IPS (SS): Are they other Zimbabwean voices in terms of literature, music that you feel are currently conscientising the minds of Zimbabweans and engaging them into critical analysis and discussion?

VT: Because I am out of the country at the moment, I don’t know what is happening in terms of music or art scene. As far as theatre is concerned I have read bits here and there about Amakhosi theatre and the work that they do. [Oliver] Mtukudzi’s music carries a lot of educational issues and touches on social problems and on how they can be solved. Same as Tongai Moyo. I am not very aware of the other singers and what they are doing at the moment.

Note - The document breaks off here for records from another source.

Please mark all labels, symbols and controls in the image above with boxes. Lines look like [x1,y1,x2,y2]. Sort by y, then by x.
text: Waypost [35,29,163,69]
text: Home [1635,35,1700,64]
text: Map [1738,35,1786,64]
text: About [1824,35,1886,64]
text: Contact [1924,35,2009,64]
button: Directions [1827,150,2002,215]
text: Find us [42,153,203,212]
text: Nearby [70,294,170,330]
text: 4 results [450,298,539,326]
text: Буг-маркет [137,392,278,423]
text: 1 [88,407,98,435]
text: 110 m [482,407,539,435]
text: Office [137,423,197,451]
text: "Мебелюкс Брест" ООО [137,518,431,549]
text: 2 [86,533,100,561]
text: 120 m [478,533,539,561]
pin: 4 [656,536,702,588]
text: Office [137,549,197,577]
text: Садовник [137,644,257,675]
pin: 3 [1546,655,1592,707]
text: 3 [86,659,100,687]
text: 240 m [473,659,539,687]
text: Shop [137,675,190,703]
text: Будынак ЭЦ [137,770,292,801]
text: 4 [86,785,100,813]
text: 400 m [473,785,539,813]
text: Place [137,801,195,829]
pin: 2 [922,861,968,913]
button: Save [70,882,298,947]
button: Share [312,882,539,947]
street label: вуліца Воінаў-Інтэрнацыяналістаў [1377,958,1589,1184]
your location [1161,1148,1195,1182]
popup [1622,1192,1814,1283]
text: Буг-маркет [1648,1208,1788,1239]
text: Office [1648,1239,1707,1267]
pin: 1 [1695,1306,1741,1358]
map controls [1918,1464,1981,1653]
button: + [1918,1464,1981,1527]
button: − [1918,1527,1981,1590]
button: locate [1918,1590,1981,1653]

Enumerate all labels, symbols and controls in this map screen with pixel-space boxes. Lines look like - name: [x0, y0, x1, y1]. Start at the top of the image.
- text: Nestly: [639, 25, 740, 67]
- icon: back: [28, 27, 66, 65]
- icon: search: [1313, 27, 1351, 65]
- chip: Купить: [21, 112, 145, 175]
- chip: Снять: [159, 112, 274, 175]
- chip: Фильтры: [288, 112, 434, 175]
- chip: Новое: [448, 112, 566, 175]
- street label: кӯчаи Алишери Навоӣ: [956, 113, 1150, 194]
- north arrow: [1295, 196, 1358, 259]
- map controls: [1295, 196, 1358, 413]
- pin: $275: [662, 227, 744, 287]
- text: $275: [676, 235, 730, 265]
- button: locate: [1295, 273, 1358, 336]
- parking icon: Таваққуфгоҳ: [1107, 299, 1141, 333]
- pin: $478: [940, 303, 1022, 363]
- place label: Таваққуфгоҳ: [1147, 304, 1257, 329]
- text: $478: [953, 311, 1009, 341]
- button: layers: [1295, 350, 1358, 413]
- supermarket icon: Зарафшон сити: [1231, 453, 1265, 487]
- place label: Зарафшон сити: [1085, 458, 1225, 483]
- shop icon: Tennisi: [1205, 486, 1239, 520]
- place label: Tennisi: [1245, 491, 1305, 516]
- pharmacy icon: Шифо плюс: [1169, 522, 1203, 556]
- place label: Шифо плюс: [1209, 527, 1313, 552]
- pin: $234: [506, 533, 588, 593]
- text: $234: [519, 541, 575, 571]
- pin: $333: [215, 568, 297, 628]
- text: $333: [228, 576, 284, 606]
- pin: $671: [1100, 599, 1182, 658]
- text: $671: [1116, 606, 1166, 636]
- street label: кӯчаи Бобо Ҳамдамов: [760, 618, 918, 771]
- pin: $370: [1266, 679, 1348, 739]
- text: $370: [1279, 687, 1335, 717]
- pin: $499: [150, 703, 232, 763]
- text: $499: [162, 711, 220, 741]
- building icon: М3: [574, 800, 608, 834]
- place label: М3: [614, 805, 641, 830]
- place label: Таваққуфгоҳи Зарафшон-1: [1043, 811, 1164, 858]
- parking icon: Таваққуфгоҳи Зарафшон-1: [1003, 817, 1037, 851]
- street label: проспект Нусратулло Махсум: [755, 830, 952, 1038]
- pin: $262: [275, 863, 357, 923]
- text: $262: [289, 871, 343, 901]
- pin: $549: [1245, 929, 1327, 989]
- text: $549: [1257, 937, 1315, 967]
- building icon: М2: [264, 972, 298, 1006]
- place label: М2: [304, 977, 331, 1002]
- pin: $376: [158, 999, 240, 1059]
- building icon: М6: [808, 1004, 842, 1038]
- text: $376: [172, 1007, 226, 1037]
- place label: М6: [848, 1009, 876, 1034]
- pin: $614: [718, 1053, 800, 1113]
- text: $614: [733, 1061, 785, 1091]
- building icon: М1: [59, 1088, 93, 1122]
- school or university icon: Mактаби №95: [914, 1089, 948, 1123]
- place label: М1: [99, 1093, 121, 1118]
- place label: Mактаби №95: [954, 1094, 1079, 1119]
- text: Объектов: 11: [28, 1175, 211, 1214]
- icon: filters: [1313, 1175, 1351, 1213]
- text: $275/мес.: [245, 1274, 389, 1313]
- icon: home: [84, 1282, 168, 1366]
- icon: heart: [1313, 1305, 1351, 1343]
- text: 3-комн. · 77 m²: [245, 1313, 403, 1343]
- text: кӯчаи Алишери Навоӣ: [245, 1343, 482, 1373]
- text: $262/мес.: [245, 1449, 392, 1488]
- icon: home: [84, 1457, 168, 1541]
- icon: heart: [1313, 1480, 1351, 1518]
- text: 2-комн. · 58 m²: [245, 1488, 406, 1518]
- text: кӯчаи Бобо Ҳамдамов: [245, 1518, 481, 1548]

IPS (SS): What about writers?

VT: There are loads of writers. Because of blogs and the internet you have a lot of short stories being posted by young and upcoming Zimbabwean writers. It always amazes me how much of talent there is in Zimbabwe and they are all writing pertinent day-to-day issues. They are found for example on sites like and Zimbablog …there quite a number is you simply google Zimbabwe short stories you get a whole lot of sites. I haven’t been able to participate on any of them because I have been doing other things.

IPS (SS):Maita Zvikuru (Thank you so much). Hopefully one day I will be able to conduct the entire interview in Shona.

VT: (Laughs) Hopefully we will be able to do it in Harare. (Laughs some more)

IPS (SS): I know, having had the instructional language being English, it’s so much easier to communicate and express yourself in that language.

VT: It’s so much easier, that’s why our Shona and our Ndebele are littered with English.

IPS (SS): I forgot to ask you one very important question, my grandmother asked me once, ‘Iwee unorota nechirungu kana nechiwanhu? (Do you dream in English or in our mother tongue?)’. Meaning, could you be so colonised that even your dreams are in a foreign tongue! I always carry that question with me every day, and I have to always remind myself to speak Shona to my two daughters. So, when you were writing were the words coming to you in English or in Shona?

VT: I must say they were coming in English.